**Required work**
Could you count the lines below that include the word "halo" and give only the number?

**Saved entries**
::::::

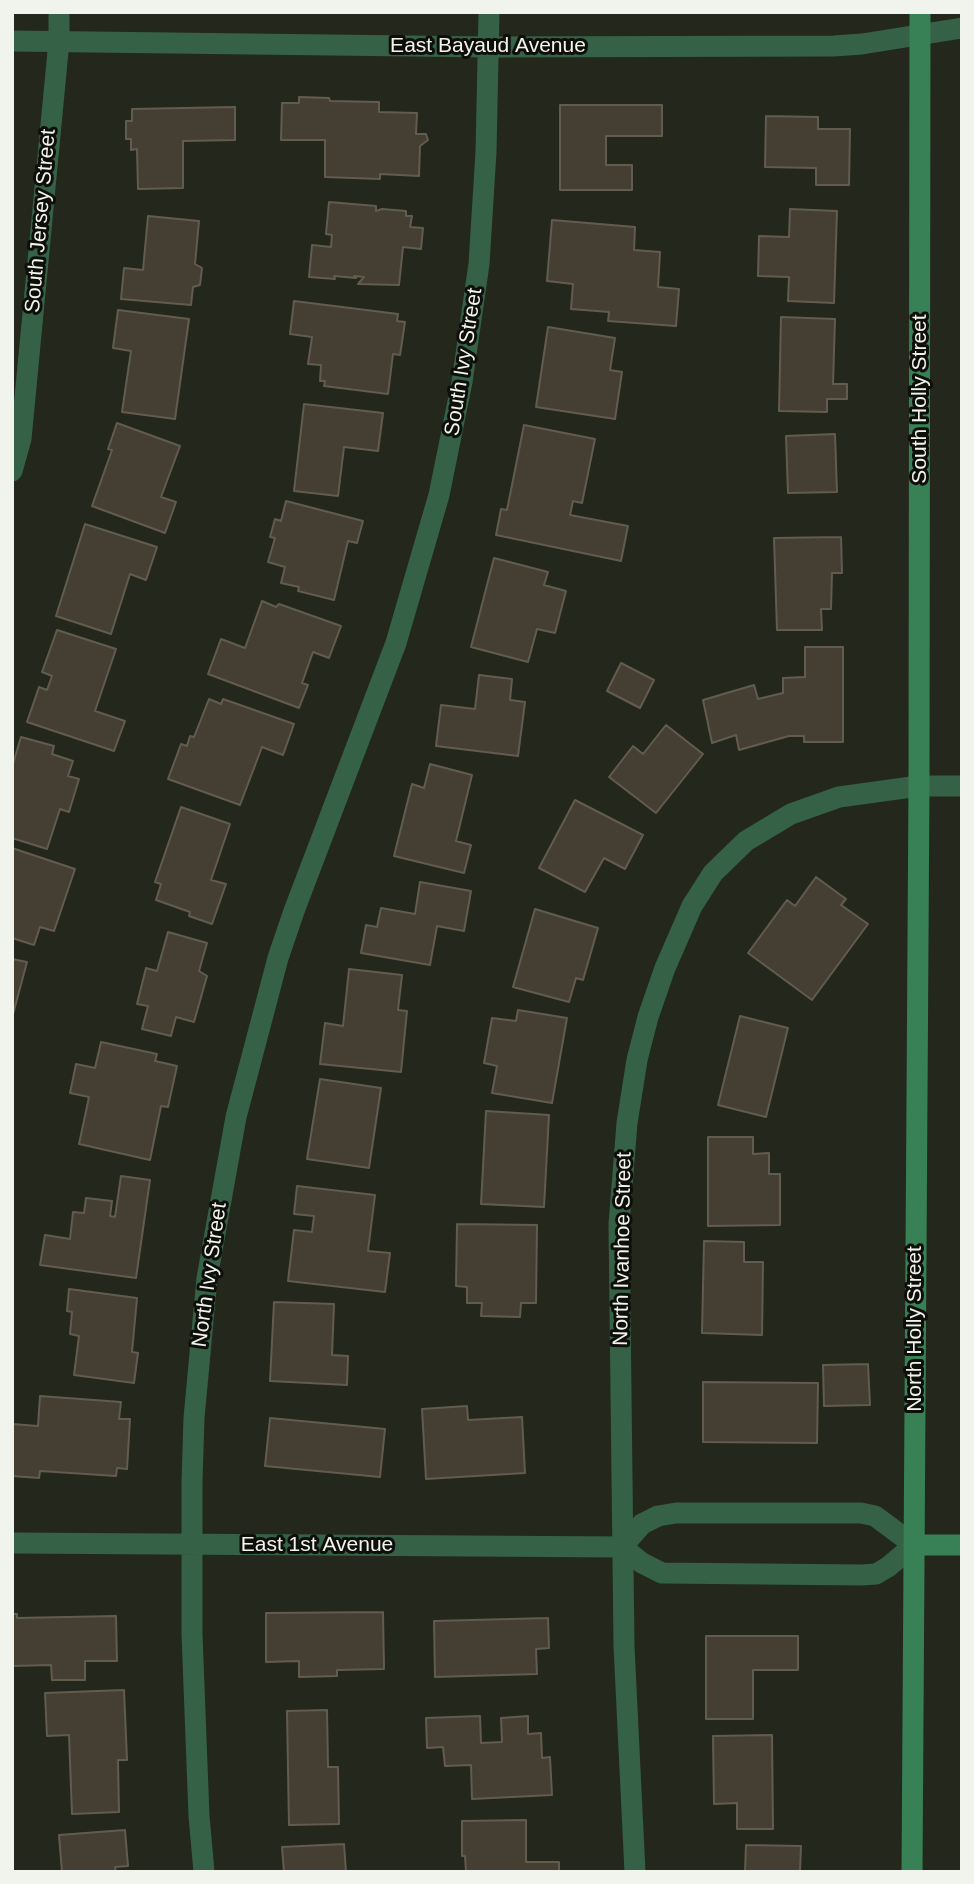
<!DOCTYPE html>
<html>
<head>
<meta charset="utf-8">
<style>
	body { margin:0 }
	#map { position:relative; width:974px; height:1884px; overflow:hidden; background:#24271b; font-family:Helvetica,sans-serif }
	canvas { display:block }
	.frame { position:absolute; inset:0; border:14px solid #f1f4ec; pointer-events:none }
</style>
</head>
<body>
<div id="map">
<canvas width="974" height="1884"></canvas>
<div class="frame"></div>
</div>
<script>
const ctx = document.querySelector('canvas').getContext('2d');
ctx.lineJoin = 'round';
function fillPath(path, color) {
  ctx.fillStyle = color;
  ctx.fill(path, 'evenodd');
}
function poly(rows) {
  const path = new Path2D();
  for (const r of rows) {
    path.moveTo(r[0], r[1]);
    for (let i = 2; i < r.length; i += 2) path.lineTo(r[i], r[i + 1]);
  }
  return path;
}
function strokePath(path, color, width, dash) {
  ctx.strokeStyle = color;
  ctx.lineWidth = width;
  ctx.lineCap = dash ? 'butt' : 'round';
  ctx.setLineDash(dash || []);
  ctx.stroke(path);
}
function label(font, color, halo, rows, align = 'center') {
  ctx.font = font + ' Helvetica,sans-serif';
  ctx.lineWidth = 6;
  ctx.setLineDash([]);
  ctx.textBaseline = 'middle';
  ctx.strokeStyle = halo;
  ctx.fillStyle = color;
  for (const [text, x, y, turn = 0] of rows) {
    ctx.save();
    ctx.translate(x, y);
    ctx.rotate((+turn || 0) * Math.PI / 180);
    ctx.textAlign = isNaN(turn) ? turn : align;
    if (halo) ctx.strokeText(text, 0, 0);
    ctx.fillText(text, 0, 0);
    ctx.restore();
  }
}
const building = poly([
	[299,97,329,98,330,101,379,102,379,112,417,113,416,134,426,134,428,140,420,146,419,176,380,174,380,179,325,177,325,140,281,140,282,103,299,103,299,97],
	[560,105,662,105,662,136,606,136,606,165,632,165,632,190,560,190,560,105],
	[235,107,235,140,183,141,183,188,138,189,137,149,131,150,131,139,126,139,126,121,132,121,132,109,235,107],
	[766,116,818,117,818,129,850,129,849,185,816,185,816,168,765,167,766,116],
	[329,202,376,206,376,211,382,209,406,211,406,216,412,216,410,227,423,228,421,249,403,247,399,285,358,284,364,277,354,276,356,278,334,276,335,279,309,277,312,245,331,247,332,235,326,234,329,202],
	[790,209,837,211,834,303,788,301,789,277,758,276,759,236,789,237,790,209],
	[148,216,199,221,195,264,202,268,200,285,193,287,191,305,121,299,124,268,143,270,148,216],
	[552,220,635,227,634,250,660,252,658,287,679,289,676,326,608,321,609,312,571,309,573,284,547,281,552,220],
	[294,301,398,314,397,321,405,322,400,355,393,354,388,394,324,386,325,381,320,381,321,365,308,364,312,337,290,334,294,301],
	[118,310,189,319,175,419,122,412,131,351,113,348,118,310],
	[781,317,835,319,833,384,847,384,847,399,827,399,827,412,779,411,781,317],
	[548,327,615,338,610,370,622,372,615,419,536,407,548,327],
	[304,404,383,413,378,451,344,447,338,496,294,491,304,404],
	[117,423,180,446,161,497,176,502,165,533,92,506,112,450,108,449,117,423],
	[524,425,595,439,582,503,573,501,570,515,628,526,621,561,496,535,501,509,507,510,524,425],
	[835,434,837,492,788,493,786,436,835,434],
	[286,501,363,521,357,543,348,541,334,600,298,591,299,587,281,583,285,567,268,562,275,538,270,537,275,519,281,521,286,501],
	[85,524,157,547,146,580,130,574,111,634,56,616,85,524],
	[841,537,842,573,832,573,831,609,821,609,822,630,777,630,774,538,841,537],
	[494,558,548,572,544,585,566,591,555,633,537,629,528,662,471,647,494,558],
	[262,601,276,607,279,604,341,626,329,658,313,652,302,683,308,685,299,708,208,674,221,639,245,648,262,601],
	[57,630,116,649,95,711,125,721,114,751,27,722,39,687,47,690,52,676,42,672,57,630],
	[805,647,843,647,843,742,804,742,804,736,789,736,739,750,736,735,712,743,703,700,754,685,758,699,783,693,783,678,805,677,805,647],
	[621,663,654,680,640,708,607,691,621,663],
	[479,675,512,679,510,700,525,702,518,756,436,746,441,705,475,709,479,675],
	[209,699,221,704,223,699,294,724,283,755,262,747,240,805,168,779,181,744,187,746,190,736,194,737,209,699],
	[666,725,703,754,656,813,609,777,633,746,643,754,666,725],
	[21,737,54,746,52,754,73,761,68,776,79,779,69,812,60,809,47,849,12,838,12,767,21,737],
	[430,764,472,775,456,841,471,845,464,873,394,856,412,784,424,788,430,764],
	[575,800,643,835,625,869,604,858,585,892,539,868,575,800],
	[181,807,230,824,211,880,226,884,212,924,189,916,190,912,156,900,161,884,155,882,181,807],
	[12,848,75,869,54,931,40,927,34,945,12,938,12,848],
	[816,877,846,899,841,905,868,924,812,1000,748,953,787,900,795,906,816,877],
	[420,882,471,891,464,931,437,926,430,965,361,953,366,925,377,927,381,908,415,914,420,882],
	[535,909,598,928,583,980,576,978,569,1002,513,987,535,909],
	[168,932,207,943,199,971,207,976,194,1022,176,1017,171,1036,142,1029,148,1006,137,1004,146,968,157,971,168,932],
	[12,959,27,962,12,1018,12,959],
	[349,969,402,975,398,1010,407,1011,401,1072,320,1064,325,1023,343,1026,349,969],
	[518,1010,567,1018,552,1103,492,1093,497,1066,484,1063,492,1018,516,1021,518,1010],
	[740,1016,788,1028,766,1117,718,1105,740,1016],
	[101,1042,157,1054,155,1061,177,1066,168,1107,161,1106,150,1160,79,1144,89,1097,70,1093,76,1064,95,1068,101,1042],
	[320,1079,381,1088,369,1168,307,1159,320,1079],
	[486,1111,549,1115,544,1207,481,1204,486,1111],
	[708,1137,753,1137,753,1154,769,1153,769,1174,780,1174,780,1225,708,1226,708,1137],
	[121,1176,150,1180,136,1278,40,1265,45,1235,70,1239,73,1212,84,1213,86,1198,112,1201,110,1216,115,1217,121,1176],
	[297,1186,375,1195,368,1251,390,1253,385,1292,288,1281,294,1230,312,1232,314,1216,294,1214,297,1186],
	[457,1224,537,1225,536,1303,521,1303,520,1317,481,1316,482,1303,467,1303,467,1287,456,1286,457,1224],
	[704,1241,744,1242,744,1262,763,1262,762,1335,702,1333,704,1241],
	[69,1289,137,1298,132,1352,138,1353,134,1383,74,1375,79,1336,70,1334,72,1312,67,1311,69,1289],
	[274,1302,334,1304,332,1355,348,1356,347,1385,270,1381,274,1302],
	[868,1364,870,1405,824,1406,823,1365,868,1364],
	[703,1382,818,1383,817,1443,703,1442,703,1382],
	[40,1396,121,1402,119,1419,130,1419,127,1469,117,1468,116,1476,40,1471,39,1478,12,1476,12,1424,38,1426,40,1396],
	[467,1406,468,1420,522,1417,525,1473,426,1479,422,1409,467,1406],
	[270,1418,385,1429,380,1477,265,1466,270,1418],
	[383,1612,384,1669,337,1670,337,1676,299,1677,299,1661,266,1662,266,1613,383,1612],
	[12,1614,17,1614,17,1618,116,1616,117,1661,85,1661,85,1680,52,1680,51,1665,12,1666,12,1614],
	[548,1618,549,1648,536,1649,537,1674,435,1677,434,1621,548,1618],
	[706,1636,798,1636,798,1670,753,1670,753,1719,706,1719,706,1636],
	[124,1690,127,1760,118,1760,119,1812,72,1814,69,1735,47,1736,45,1693,124,1690],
	[327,1710,328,1767,338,1767,339,1824,289,1825,287,1711,327,1710],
	[480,1716,481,1743,502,1742,501,1718,528,1716,528,1734,541,1733,542,1758,550,1757,552,1795,472,1799,471,1765,445,1766,443,1747,427,1748,426,1718,480,1716],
	[772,1735,773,1829,737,1829,737,1803,714,1804,713,1736,772,1735],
	[526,1820,526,1862,559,1862,559,1872,466,1872,465,1856,462,1856,462,1821,526,1820],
	[125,1830,128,1866,115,1867,116,1872,62,1872,59,1835,125,1830],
	[344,1844,346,1872,284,1872,282,1847,344,1844],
	[746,1845,801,1846,800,1872,745,1872,746,1845]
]);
const street = poly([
	[12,41,489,47,834,46,862,44,962,28],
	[12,471,21,439,59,41,59,12],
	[12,1543,622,1547,642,1563,662,1573,862,1575,876,1574,888,1567,914,1545,875,1516,861,1513,676,1513,658,1516,642,1524,622,1547],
	[204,1872,199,1816,192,1634,192,1482,194,1418,207,1278,236,1117,278,958,294,911,396,643,439,495,462,382,479,264,486,152,489,12],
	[635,1872,624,1646,619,1224,627,1123,637,1060,648,1017,665,968,692,906,713,873,746,841,791,814,839,797,919,786,962,786]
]);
const secondary = poly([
	[914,1545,962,1545],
	[912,1872,919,786,920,12]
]);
const streetNames = [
	["East Bayaud Avenue",488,46],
	["South Jersey Street",41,221,-85],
	["South Ivy Street",464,362,-81],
	["South Holly Street",920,399,-90],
	["North Ivanhoe Street",623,1249,-89],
	["North Ivy Street",210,1275,-82],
	["North Holly Street",915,1329,-90],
	["East 1st Avenue",317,1545]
];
fillPath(building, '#443f32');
strokePath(building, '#625c4f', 2);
strokePath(street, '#356146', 21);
strokePath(secondary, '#388157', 21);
label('21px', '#f1f4ec', '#0e0f0a', streetNames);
</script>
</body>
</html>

::::::

**Output for this task**
3